I would be fine with DWARFDie getting bigger to 24B. These objects are used temporarily and not used as part of the storage of all of a DWARFUnit's DIEs. DWARFUnit objects store an array of DWARFDebugInfoEntry objects and those are what we care about not getting bigger.

jankratochvil planned changes to this revision.Apr 23 2021, 12:50 AM

I would be fine with DWARFDie getting bigger to 24B.

Great, so I can return back to 2019.

These objects are used temporarily and not used as part of the storage of all of a DWARFUnit's DIEs.

This is what I also found in D73206. There was originally a different initial comment:


I have found DWARFDIE is mostly used only for parameters and autovariables.

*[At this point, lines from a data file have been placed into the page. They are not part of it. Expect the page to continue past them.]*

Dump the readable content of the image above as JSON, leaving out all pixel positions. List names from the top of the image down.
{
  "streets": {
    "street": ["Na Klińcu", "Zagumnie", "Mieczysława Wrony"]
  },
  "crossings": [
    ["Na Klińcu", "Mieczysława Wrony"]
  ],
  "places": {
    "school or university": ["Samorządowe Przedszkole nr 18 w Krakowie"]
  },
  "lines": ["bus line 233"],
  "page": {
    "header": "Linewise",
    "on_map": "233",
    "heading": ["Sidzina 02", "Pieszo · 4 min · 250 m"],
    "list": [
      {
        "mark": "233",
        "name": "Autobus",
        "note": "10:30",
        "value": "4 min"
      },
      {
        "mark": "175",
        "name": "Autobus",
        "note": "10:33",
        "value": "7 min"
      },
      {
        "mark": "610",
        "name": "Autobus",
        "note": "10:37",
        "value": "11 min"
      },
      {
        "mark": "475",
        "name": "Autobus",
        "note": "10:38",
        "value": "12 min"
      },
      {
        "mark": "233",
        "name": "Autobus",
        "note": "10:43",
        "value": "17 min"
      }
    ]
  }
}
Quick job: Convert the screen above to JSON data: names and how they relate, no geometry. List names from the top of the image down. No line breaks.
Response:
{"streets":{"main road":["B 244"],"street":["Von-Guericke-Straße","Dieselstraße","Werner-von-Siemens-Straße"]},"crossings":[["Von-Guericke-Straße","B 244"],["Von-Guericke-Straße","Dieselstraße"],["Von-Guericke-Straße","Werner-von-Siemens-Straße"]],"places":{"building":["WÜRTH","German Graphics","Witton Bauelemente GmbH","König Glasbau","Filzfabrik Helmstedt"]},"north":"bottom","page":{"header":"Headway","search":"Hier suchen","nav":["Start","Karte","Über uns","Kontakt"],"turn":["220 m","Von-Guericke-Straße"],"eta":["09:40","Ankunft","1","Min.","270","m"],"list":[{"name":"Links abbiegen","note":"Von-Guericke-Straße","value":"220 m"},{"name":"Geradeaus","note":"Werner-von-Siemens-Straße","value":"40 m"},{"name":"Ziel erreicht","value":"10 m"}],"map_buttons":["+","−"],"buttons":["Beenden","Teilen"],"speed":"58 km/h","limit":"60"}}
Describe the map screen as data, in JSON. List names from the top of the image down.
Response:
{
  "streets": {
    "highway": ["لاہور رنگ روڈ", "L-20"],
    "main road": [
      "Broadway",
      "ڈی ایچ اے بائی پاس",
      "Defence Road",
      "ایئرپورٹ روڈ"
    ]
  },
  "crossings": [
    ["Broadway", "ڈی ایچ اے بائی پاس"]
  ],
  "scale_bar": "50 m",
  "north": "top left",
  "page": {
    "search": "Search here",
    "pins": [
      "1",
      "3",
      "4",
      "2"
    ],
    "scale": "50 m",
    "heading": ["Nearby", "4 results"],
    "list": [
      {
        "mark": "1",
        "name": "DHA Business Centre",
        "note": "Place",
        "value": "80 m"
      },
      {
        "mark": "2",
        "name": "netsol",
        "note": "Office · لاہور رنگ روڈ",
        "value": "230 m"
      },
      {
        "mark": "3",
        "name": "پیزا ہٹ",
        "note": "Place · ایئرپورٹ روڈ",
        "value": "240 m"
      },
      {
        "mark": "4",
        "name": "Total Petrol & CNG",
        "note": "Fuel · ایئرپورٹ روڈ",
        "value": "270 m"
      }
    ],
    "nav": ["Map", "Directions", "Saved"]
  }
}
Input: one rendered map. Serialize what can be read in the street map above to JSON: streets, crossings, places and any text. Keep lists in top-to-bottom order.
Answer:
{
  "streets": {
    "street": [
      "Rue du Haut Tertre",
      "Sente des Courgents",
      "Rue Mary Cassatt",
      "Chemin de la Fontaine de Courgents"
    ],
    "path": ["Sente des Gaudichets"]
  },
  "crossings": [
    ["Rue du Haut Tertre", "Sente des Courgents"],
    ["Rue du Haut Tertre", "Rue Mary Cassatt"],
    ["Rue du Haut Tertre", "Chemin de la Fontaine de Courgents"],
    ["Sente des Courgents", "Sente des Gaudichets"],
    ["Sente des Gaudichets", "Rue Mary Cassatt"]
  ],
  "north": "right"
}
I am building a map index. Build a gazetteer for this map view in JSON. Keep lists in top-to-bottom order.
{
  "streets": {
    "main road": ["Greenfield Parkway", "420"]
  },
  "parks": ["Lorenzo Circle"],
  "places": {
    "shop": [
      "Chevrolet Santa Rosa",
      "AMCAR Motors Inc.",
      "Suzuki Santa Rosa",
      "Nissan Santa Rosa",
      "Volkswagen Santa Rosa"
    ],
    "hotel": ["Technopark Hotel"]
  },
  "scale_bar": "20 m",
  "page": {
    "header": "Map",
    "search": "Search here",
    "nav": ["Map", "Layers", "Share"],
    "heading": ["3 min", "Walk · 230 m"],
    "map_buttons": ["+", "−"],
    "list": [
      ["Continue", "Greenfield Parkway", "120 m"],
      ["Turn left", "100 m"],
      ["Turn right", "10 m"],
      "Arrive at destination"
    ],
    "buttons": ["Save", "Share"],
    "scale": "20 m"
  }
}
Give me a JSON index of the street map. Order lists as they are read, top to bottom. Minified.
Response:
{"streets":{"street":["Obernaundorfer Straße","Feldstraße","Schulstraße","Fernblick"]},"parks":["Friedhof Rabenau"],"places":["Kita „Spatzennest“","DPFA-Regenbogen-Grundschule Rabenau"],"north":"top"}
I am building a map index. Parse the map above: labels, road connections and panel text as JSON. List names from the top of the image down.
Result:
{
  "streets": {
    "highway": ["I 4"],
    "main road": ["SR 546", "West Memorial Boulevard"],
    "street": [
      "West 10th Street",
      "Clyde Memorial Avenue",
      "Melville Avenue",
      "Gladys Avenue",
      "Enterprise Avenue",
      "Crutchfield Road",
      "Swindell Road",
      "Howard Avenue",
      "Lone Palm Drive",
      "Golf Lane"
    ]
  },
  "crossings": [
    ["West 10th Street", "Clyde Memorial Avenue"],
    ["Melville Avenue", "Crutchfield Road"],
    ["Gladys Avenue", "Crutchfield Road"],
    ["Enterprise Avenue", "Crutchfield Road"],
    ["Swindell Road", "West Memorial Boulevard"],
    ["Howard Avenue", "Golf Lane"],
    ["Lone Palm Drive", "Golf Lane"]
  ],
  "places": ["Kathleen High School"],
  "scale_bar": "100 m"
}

I found (by grep -r '<.*DWARF\(Base\|\)DIE' lldb) only two cases of DWARFDIE in permanent structures:

  • DWARFASTParserClang::m_decl_ctx_to_die refactored in this patch
  • ElaboratingDIEIterator::m_worklist but I think it will never grow to any more DWARFDIEs than a few so it is worse to refactor it to DIERef which is slower and due to few entries it does not save any memory space.

For the DWARFASTParserClang::m_decl_ctx_to_die refactoring I will make it a standalone patch in a new series.

DWARFUnit objects store an array of DWARFDebugInfoEntry objects and those are what we care about not getting bigger.

The problem is I still need to increase element size of various indexes, such as:

-  typedef llvm::DenseMap<const DWARFDebugInfoEntry *, clang::Decl *>
+  typedef llvm::DenseMap<std::pair<DWARFUnit *, const DWARFDebugInfoEntry *>, clang::Decl *>
       DIEToDeclMap;

I was thinking I could templatize it so that there are two variants of the code and it would switch to the larger + (a bit) slower variant only when it detects DWZ file. I understand it is bad to affect LLDB performance by the marginally used DWZ feature.